*** Opening MATERIALS PROVIDED ***

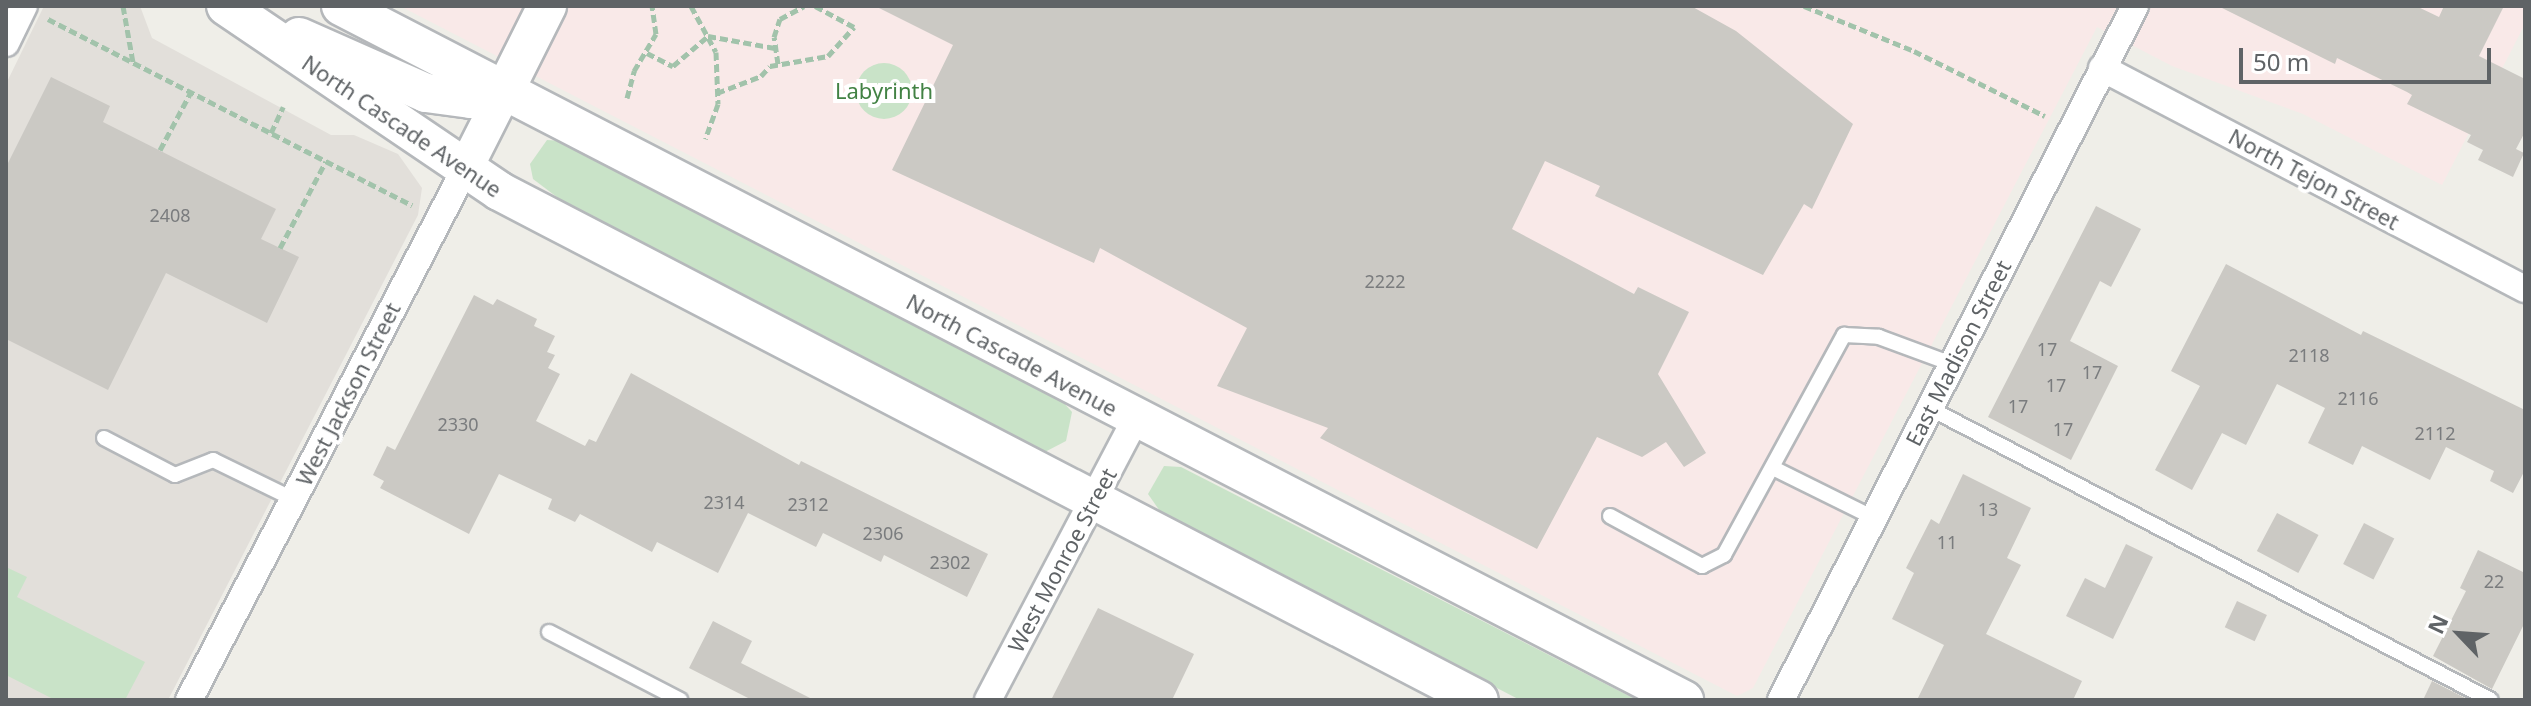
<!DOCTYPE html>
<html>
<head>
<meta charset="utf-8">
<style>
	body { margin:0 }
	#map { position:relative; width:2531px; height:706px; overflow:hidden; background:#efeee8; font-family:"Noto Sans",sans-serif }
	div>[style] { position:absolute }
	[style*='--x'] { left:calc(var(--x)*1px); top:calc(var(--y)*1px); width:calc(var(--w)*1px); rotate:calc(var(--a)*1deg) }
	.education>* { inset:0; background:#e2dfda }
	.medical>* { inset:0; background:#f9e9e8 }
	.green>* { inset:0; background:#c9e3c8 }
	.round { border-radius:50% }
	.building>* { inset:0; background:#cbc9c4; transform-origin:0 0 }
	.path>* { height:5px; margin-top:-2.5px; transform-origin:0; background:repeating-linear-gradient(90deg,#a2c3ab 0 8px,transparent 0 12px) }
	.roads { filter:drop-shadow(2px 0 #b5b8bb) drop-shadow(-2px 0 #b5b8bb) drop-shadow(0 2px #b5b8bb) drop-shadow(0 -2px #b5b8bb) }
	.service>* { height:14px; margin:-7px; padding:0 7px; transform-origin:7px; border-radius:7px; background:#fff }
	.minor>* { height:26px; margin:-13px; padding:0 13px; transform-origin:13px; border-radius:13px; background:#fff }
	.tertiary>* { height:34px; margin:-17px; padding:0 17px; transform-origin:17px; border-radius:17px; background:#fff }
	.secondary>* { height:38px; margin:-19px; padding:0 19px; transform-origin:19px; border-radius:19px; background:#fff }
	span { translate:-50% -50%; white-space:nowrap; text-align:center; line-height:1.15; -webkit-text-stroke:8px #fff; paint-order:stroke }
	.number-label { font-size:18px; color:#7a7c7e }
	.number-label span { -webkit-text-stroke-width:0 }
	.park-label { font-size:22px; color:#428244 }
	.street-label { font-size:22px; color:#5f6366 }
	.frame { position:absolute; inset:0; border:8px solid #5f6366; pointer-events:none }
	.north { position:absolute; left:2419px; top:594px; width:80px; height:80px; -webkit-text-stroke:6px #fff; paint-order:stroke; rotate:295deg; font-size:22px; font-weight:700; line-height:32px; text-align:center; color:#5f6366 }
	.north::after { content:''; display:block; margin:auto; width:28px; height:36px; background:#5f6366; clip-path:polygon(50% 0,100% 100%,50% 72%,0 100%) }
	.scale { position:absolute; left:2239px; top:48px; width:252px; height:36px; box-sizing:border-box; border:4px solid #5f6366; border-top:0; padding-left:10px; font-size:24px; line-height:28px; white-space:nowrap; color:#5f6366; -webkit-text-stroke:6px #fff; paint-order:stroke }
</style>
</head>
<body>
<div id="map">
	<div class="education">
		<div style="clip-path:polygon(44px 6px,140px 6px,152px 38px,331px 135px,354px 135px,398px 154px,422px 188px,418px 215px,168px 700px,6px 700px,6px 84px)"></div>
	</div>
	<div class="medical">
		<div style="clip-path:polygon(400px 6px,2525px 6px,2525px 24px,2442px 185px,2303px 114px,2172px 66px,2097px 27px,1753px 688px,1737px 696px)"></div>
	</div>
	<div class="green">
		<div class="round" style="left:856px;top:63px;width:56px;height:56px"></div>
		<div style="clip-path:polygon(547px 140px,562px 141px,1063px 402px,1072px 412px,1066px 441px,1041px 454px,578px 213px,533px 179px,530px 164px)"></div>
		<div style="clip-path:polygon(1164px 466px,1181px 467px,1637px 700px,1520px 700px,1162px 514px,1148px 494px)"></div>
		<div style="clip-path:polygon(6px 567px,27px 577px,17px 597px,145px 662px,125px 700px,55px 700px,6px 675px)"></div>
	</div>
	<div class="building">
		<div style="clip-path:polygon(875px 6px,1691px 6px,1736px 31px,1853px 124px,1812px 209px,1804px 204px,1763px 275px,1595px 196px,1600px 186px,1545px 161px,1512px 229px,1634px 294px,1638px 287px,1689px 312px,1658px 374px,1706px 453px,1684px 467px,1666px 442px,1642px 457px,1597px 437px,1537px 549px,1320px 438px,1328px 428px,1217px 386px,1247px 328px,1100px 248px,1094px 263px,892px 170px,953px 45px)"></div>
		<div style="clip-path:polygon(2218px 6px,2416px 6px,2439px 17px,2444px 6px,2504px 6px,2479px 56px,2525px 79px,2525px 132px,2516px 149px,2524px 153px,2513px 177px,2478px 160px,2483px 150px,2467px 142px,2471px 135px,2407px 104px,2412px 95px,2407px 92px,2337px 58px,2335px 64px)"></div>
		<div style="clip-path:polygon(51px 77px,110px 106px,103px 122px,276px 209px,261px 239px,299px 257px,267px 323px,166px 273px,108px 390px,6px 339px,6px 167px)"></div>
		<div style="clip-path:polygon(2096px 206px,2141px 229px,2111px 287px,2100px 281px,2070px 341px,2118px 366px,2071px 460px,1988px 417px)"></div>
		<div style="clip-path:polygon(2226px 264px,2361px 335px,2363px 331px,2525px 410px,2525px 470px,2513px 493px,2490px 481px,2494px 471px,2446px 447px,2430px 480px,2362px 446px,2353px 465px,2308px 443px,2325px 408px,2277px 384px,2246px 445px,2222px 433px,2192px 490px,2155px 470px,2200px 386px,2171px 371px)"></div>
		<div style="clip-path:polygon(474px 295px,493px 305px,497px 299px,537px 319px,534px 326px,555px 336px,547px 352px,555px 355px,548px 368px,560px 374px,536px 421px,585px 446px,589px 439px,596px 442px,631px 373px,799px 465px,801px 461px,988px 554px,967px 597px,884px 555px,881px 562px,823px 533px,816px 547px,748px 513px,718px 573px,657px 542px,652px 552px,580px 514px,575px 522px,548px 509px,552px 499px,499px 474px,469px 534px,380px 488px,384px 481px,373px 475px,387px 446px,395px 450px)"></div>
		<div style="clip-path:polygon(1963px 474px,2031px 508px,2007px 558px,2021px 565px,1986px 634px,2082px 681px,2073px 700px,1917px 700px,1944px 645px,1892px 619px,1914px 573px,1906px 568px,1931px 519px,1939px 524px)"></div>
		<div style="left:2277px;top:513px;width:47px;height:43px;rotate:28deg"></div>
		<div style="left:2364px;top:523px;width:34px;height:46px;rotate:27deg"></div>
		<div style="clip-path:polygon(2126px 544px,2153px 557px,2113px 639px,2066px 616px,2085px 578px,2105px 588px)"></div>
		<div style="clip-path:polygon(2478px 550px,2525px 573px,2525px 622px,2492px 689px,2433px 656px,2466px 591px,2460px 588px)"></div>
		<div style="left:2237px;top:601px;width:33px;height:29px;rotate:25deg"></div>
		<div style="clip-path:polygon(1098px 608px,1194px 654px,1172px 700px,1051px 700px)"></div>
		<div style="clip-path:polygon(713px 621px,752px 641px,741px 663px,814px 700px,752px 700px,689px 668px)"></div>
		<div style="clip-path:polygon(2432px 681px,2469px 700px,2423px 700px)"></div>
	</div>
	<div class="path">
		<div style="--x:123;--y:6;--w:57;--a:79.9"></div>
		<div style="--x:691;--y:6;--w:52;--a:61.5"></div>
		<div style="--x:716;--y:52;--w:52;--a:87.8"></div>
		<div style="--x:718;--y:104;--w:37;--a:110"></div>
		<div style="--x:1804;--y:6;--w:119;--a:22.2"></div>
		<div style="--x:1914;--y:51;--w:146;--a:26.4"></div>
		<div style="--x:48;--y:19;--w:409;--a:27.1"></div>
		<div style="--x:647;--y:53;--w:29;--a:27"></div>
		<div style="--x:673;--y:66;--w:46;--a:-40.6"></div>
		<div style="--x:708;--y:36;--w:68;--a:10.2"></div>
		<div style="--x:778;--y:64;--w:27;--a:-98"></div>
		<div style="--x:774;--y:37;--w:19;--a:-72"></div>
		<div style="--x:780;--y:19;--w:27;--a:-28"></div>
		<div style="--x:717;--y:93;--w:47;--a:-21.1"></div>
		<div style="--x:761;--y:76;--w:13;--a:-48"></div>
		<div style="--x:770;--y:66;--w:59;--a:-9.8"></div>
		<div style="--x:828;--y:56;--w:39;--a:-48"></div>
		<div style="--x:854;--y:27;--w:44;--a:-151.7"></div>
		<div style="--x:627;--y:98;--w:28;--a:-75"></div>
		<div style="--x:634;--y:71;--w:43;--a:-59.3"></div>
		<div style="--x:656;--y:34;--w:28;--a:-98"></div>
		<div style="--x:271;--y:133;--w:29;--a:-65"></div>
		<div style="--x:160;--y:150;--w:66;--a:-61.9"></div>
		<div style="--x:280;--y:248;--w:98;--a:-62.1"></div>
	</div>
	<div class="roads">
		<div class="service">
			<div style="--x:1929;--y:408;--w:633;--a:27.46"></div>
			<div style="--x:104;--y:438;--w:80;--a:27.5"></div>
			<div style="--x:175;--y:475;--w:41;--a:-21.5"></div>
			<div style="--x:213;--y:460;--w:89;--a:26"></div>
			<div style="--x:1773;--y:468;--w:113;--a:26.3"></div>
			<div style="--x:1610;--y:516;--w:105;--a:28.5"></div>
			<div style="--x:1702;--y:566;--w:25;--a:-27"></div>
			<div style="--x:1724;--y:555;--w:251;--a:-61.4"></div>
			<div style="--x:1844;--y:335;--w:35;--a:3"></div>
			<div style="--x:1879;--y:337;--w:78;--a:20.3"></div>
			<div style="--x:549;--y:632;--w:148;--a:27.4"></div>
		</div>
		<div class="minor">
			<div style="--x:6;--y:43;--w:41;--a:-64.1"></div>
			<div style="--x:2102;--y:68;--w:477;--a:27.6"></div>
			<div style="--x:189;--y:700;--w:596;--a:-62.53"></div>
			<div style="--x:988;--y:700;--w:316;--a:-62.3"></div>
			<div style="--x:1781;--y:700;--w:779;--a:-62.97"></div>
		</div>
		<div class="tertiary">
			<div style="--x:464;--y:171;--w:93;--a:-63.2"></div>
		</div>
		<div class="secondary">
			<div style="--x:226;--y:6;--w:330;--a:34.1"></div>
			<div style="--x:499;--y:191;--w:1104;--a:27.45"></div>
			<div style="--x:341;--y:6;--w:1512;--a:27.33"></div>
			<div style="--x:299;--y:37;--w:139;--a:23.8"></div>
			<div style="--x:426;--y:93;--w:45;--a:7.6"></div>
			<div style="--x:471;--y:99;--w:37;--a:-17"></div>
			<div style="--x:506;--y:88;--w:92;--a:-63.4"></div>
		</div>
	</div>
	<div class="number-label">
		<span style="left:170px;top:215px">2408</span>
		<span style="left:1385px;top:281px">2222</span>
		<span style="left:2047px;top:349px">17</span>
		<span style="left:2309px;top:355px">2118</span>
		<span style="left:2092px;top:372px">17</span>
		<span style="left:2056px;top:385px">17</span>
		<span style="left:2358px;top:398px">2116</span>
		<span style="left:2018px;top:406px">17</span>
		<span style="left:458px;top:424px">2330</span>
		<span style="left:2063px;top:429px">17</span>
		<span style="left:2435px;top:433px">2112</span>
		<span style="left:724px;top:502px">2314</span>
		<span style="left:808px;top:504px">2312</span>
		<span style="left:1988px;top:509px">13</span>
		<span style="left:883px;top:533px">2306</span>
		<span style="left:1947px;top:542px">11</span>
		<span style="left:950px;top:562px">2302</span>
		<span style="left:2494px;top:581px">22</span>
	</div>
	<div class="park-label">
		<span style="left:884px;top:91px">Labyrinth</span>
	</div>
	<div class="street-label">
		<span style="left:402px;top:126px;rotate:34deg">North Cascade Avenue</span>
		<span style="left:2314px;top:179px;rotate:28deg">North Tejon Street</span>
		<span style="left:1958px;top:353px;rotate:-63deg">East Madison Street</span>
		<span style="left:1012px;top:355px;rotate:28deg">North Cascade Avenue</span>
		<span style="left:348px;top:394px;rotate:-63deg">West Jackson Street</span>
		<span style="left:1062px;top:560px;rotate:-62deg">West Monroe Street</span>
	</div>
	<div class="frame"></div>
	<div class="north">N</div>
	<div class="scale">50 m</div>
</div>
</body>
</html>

*** Closing MATERIALS PROVIDED ***

## [WORK ITEM]
Begin at the top of the records above and retype each line exactly until the line containing "position:absolute; left:2419px; top:594px;", which is included. Skip all pictures.

## [ANSWER AREA]
<!DOCTYPE html>
<html>
<head>
<meta charset="utf-8">
<style>
	body { margin:0 }
	#map { position:relative; width:2531px; height:706px; overflow:hidden; background:#efeee8; font-family:"Noto Sans",sans-serif }
	div>[style] { position:absolute }
	[style*='--x'] { left:calc(var(--x)*1px); top:calc(var(--y)*1px); width:calc(var(--w)*1px); rotate:calc(var(--a)*1deg) }
	.education>* { inset:0; background:#e2dfda }
	.medical>* { inset:0; background:#f9e9e8 }
	.green>* { inset:0; background:#c9e3c8 }
	.round { border-radius:50% }
	.building>* { inset:0; background:#cbc9c4; transform-origin:0 0 }
	.path>* { height:5px; margin-top:-2.5px; transform-origin:0; background:repeating-linear-gradient(90deg,#a2c3ab 0 8px,transparent 0 12px) }
	.roads { filter:drop-shadow(2px 0 #b5b8bb) drop-shadow(-2px 0 #b5b8bb) drop-shadow(0 2px #b5b8bb) drop-shadow(0 -2px #b5b8bb) }
	.service>* { height:14px; margin:-7px; padding:0 7px; transform-origin:7px; border-radius:7px; background:#fff }
	.minor>* { height:26px; margin:-13px; padding:0 13px; transform-origin:13px; border-radius:13px; background:#fff }
	.tertiary>* { height:34px; margin:-17px; padding:0 17px; transform-origin:17px; border-radius:17px; background:#fff }
	.secondary>* { height:38px; margin:-19px; padding:0 19px; transform-origin:19px; border-radius:19px; background:#fff }
	span { translate:-50% -50%; white-space:nowrap; text-align:center; line-height:1.15; -webkit-text-stroke:8px #fff; paint-order:stroke }
	.number-label { font-size:18px; color:#7a7c7e }
	.number-label span { -webkit-text-stroke-width:0 }
	.park-label { font-size:22px; color:#428244 }
	.street-label { font-size:22px; color:#5f6366 }
	.frame { position:absolute; inset:0; border:8px solid #5f6366; pointer-events:none }
	.north { position:absolute; left:2419px; top:594px; width:80px; height:80px; -webkit-text-stroke:6px #fff; paint-order:stroke; rotate:295deg; font-size:22px; font-weight:700; line-height:32px; text-align:center; color:#5f6366 }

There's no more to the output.